The programme covers not only the high points in the politician’s career but also some of the low points such as the failure of the devolution referendum of 1979.

As Secretary of State for Wales, it was John Morris who drafted the devolution Bill passed by Harold Wilson’s Cabinet and by MPs in the House of Commons in 1978. “Winning the battle with the anti-devolutionists in the Labour Party was a huge victory in itself,” said the political commentator, John Stevenson in the programme.

But the campaign for devolution failed and Lord Morris said in the programme, “I had no idea the defeat would be such a big one. The truth had to be faced, we had failed abysmally.”

The 1997 referendum succeeded with the ideas established in the old Act of 1978, according to Lord Morris. “There was very little difference between the old Act of 1978 and the new one. It’s the same piece of legislation. New work wasn’t needed and that’s how the measure was prepared so quickly. My fingers were on the strings of that harp from beginning to end.”

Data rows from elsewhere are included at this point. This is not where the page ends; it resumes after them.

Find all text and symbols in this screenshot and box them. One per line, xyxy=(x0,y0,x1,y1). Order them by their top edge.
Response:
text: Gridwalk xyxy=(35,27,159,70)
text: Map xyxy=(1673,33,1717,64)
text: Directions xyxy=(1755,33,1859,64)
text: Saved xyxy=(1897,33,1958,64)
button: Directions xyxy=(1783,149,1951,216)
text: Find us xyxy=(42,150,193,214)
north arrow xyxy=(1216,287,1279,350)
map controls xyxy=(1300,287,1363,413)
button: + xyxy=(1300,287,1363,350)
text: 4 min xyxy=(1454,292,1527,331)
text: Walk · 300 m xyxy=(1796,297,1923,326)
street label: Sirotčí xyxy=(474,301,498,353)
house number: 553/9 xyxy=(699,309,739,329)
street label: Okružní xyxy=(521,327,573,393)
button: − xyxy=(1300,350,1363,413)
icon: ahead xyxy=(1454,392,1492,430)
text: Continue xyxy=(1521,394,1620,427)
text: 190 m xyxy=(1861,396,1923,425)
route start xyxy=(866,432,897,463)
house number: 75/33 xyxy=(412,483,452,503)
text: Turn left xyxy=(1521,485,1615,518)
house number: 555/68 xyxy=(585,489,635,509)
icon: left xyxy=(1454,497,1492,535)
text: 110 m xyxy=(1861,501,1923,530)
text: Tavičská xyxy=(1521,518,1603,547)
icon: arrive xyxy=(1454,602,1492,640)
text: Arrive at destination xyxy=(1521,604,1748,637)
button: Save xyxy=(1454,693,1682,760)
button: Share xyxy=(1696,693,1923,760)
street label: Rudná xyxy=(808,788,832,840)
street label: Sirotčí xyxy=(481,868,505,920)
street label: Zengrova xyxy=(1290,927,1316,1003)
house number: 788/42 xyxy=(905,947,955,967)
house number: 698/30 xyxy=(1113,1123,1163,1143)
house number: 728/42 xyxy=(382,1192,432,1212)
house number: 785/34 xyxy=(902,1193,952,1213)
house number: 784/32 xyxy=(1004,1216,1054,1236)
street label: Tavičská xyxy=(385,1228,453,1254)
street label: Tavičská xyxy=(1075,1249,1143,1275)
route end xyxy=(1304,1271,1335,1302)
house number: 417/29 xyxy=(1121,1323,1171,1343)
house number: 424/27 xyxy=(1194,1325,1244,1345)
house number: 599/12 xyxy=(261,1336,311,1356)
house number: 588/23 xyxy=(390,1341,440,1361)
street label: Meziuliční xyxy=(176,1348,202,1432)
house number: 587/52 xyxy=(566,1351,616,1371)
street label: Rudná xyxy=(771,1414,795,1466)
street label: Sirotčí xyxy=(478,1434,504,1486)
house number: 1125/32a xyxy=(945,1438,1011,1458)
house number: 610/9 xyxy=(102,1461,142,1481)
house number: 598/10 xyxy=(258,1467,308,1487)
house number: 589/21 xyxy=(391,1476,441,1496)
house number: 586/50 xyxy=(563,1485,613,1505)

The programme follows Lord Morris’s life story from his early days as a farmer’s son in Talybont, Ceredigion, through his college years in Aberystwyth and Cambridge – where he joined the Labour Party – his time in the Army and his work as a barrister. As a politician, he was elected MP for Aberavon in 1959 and he served the constituency till his retirement in 2001 and he was then elevated to the House of Lords.

Lord Morris also talks in the programme about his time in Harold Wilson’s Cabinet, then in James Callaghan’s and finally in Tony Blair’s Cabinet in the 1990s as Attorney General. He also served as Minister for Energy; he was in the Transport Ministry and the Ministry of Defence before being appointed Secretary of State for Wales in 1974. He discusses the huge moral dilemmas he faced during his time at the Ministry of Defence and as Attorney General over the war in Biafra in the late 1960s and the war in Kosovo in the late 1990s.

We also hear about Lord Morris’s family life. He acknowledges his big debt to his wife, Margaret who ‘raised the family’. Their daughter, Nia is one of the other contributors in the programme along with Lord Morris’s brother, Professor David Morris.